An investigation on the effect of the near-fault earthquakes on the seismic behavior of RC Moment Resisting Frames (MRFs) designed based on Iranian seismic code (standard no. 2800)

Past severe earthquakes, such as Bam earthquake of 2003 and Tabas earthquake of 1978, have demonstrated that many cities in Iran are prone to be struck by near-fault earthquakes. Such earthquakes are impulsive in nature, and therefore, they are more destructive than the ordinary ground shaking. In the fourth edition of Iranian seismic code (Standard No. 2800), some changes, including a modification factor for the elastic acceleration response spectrum (EARS) have been recently recommended to reflect the effects of such probable near-fault earthquakes for the designing procedure. In this study, a numbers of 2D RC moment resisting frames (MRFs), from four to twelve story buildings, are designed linearly based on Iranian National Building Code (INBC) and Standard No. 2800 as well. Subsequently, their nonlinear models are reproduced for conducting nonlinear dynamic time history (NDTH) analysis. For this purpose, twenty impulsive ground motions are selected and scaled to be compatible with the design basis earthquake (DBE) spectrum of the abovementioned code. It is concluded that the seismic performance of the analyzed structures are not satisfactory at all; no buildings are successful to satisfy the life safety (LS) performance level posed by guidelines such as ASCE41-06 or ASCE41-13. Moreover, it is worth mentioning that even collapse prevention (CP) limit states are not also met in some cases. Therefore, the recently added modifications in the Standard No. 2800 may be inadequate to incorporate the near-fault earthquakes’ effects.

💡 Research Summary

The paper investigates whether the recent revisions of the Iranian seismic code (Standard No. 2800, fourth edition) adequately address the effects of near‑fault earthquakes on reinforced‑concrete (RC) moment‑resisting frames (MRFs). Three 2‑D frame models representing low‑rise (4‑story), mid‑rise (8‑story) and high‑rise (12‑story) buildings were designed using the linear equivalent static force method prescribed by the code, with concrete compressive strength of 21 MPa and steel yield strength of 400 MPa.
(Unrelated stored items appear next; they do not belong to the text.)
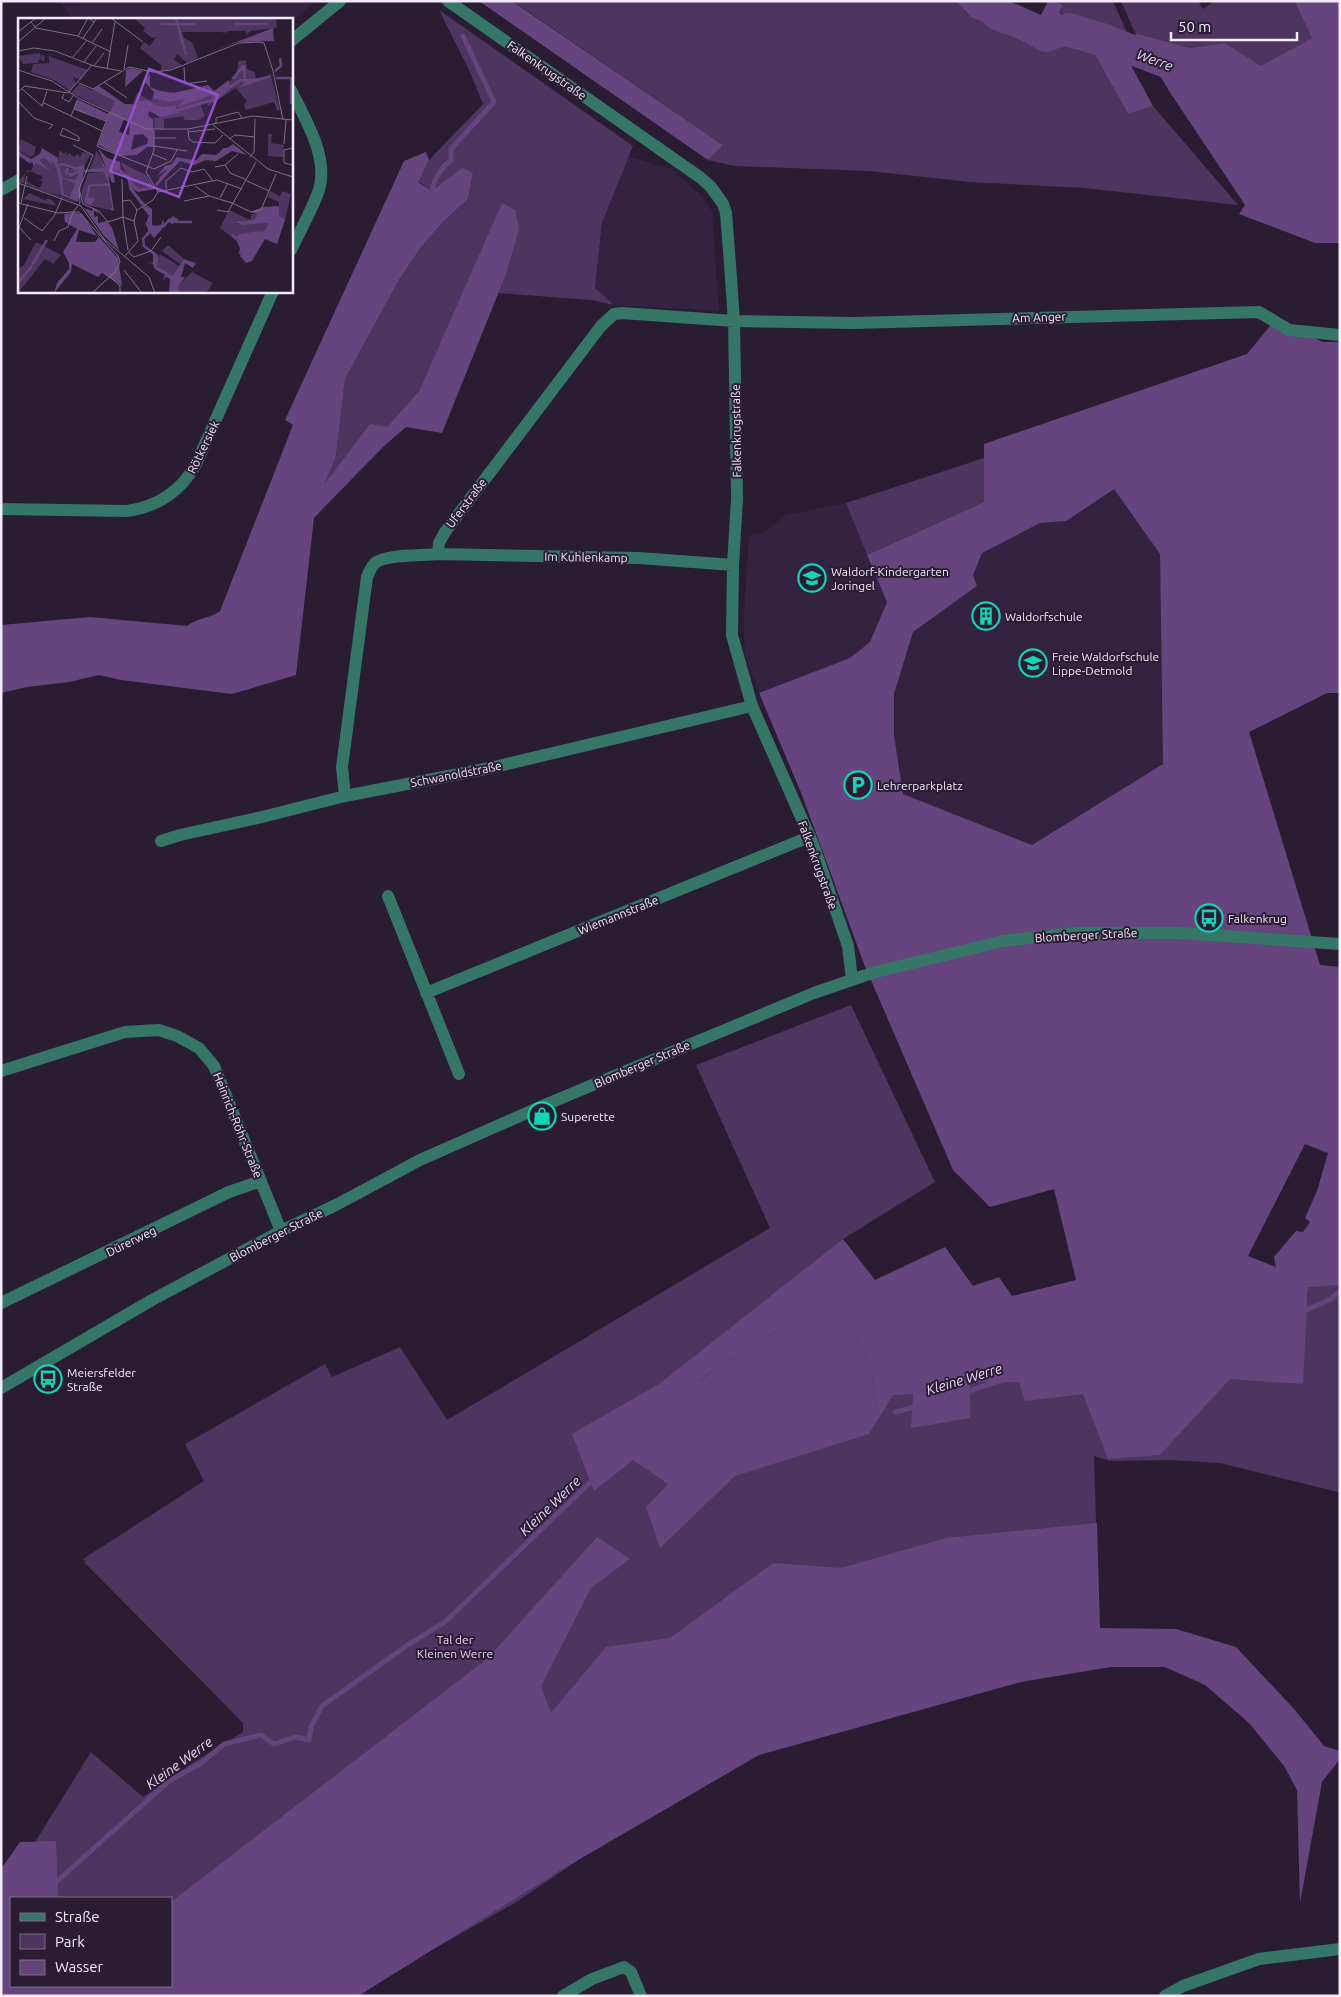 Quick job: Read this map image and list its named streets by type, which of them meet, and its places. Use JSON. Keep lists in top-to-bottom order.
{
  "streets": {
    "street": [
      "Falkenkrugstraße",
      "Am Anger",
      "Rötkersiek",
      "Uferstraße",
      "Im Kuhlenkamp",
      "Schwanoldstraße",
      "Wiemannstraße",
      "Blomberger Straße",
      "Heinrich-Röhr-Straße",
      "Dürerweg"
    ]
  },
  "crossings": [
    ["Falkenkrugstraße", "Am Anger"],
    ["Falkenkrugstraße", "Uferstraße"],
    ["Falkenkrugstraße", "Im Kuhlenkamp"],
    ["Falkenkrugstraße", "Schwanoldstraße"],
    ["Falkenkrugstraße", "Wiemannstraße"],
    ["Falkenkrugstraße", "Blomberger Straße"],
    ["Am Anger", "Uferstraße"],
    ["Uferstraße", "Im Kuhlenkamp"],
    ["Blomberger Straße", "Heinrich-Röhr-Straße"],
    ["Heinrich-Röhr-Straße", "Dürerweg"]
  ],
  "water": ["Werre", "Kleine Werre"],
  "parks": ["Tal der Kleinen Werre"],
  "places": {
    "school or university": ["Waldorf-Kindergarten Joringel", "Freie Waldorfschule Lippe-Detmold"],
    "building": ["Waldorfschule"],
    "parking": ["Lehrerparkplatz"],
    "bus stop": ["Falkenkrug", "Meiersfelder Straße"],
    "shop": ["Superette"]
  },
  "legend": ["Straße", "Park", "Wasser"],
  "scale_bar": "50 m"
}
The designs incorporated the code’s new “N‑factor” that amplifies the elastic acceleration response spectrum (EARS) for mid‑ to long‑period structures.

The authors then rebuilt the frames in Seismostruct v7.2 using fiber‑section modeling: Mander concrete and Menegotto‑Pinto steel constitutive laws, inelastic beam elements with concentrated plastic hinges, and rigid diaphragm floors. Dynamic analysis employed the Hilber‑α integration scheme with 5 % tangent stiffness proportional damping; masses included dead load plus 30 % live load per ASCE 07.
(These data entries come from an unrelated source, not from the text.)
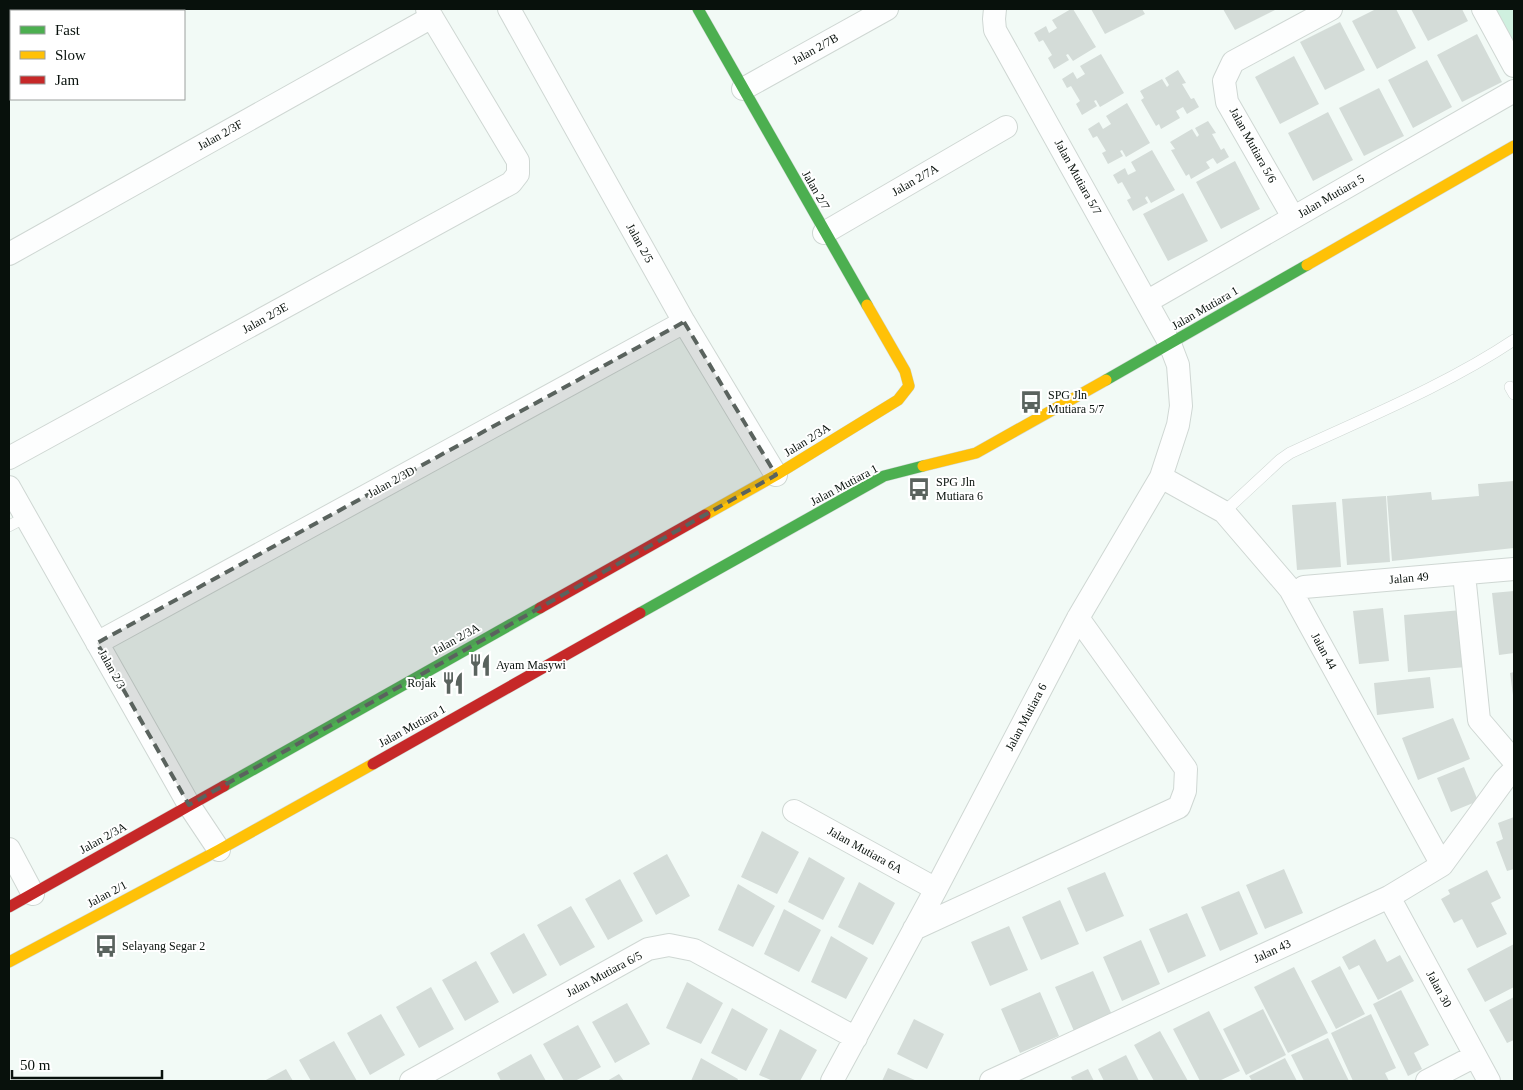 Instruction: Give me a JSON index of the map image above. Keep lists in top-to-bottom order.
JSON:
{
  "streets": {
    "street": [
      "Jalan 2/7B",
      "Jalan 2/3F",
      "Jalan Mutiara 5/6",
      "Jalan Mutiara 5/7",
      "Jalan 2/7A",
      "Jalan 2/7",
      "Jalan Mutiara 5",
      "Jalan 2/5",
      "Jalan Mutiara 1",
      "Jalan 2/3E",
      "Jalan 2/3A",
      "Jalan 2/3D",
      "Jalan 49",
      "Jalan 44",
      "Jalan 2/3",
      "Jalan Mutiara 6",
      "Jalan Mutiara 6A",
      "Jalan 2/1",
      "Jalan 43",
      "Jalan Mutiara 6/5",
      "Jalan 30"
    ]
  },
  "crossings": [
    ["Jalan 2/7B", "Jalan 2/7"],
    ["Jalan 2/3F", "Jalan 2/3E"],
    ["Jalan Mutiara 5/6", "Jalan Mutiara 5"],
    ["Jalan Mutiara 5/7", "Jalan Mutiara 5"],
    ["Jalan Mutiara 5/7", "Jalan Mutiara 1"],
    ["Jalan Mutiara 5/7", "Jalan Mutiara 6"],
    ["Jalan 2/7A", "Jalan 2/7"],
    ["Jalan 2/7", "Jalan 2/3A"],
    ["Jalan 2/5", "Jalan 2/3A"],
    ["Jalan 2/5", "Jalan 2/3D"],
    ["Jalan Mutiara 1", "Jalan 2/3"],
    ["Jalan Mutiara 1", "Jalan Mutiara 6"],
    ["Jalan Mutiara 1", "Jalan 2/1"],
    ["Jalan 2/3A", "Jalan 2/3"],
    ["Jalan 2/3D", "Jalan 2/3"],
    ["Jalan 44", "Jalan Mutiara 6"],
    ["Jalan 44", "Jalan 43"],
    ["Jalan 2/3", "Jalan 2/1"],
    ["Jalan Mutiara 6", "Jalan Mutiara 6A"],
    ["Jalan Mutiara 6", "Jalan Mutiara 6/5"],
    ["Jalan 43", "Jalan 30"]
  ],
  "places": {
    "bus stop": ["SPG Jln Mutiara 5/7", "SPG Jln Mutiara 6", "Selayang Segar 2"],
    "restaurant": ["Ayam Masywi", "Rojak"]
  },
  "legend": ["Fast", "Slow", "Jam"],
  "scale_bar": "50 m"
}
Twenty impulsive near‑fault ground motions from the SAC‑Steel project were selected. These records exhibit forward directivity pulses (high PGV, short strong‑motion duration) and include both horizontal components and the intense vertical component typical of near‑fault events. Each record was scaled so that the 5 %‑damped response spectrum matched the design‑basis earthquake (DBE) spectrum of Standard 2800 over the relevant period range.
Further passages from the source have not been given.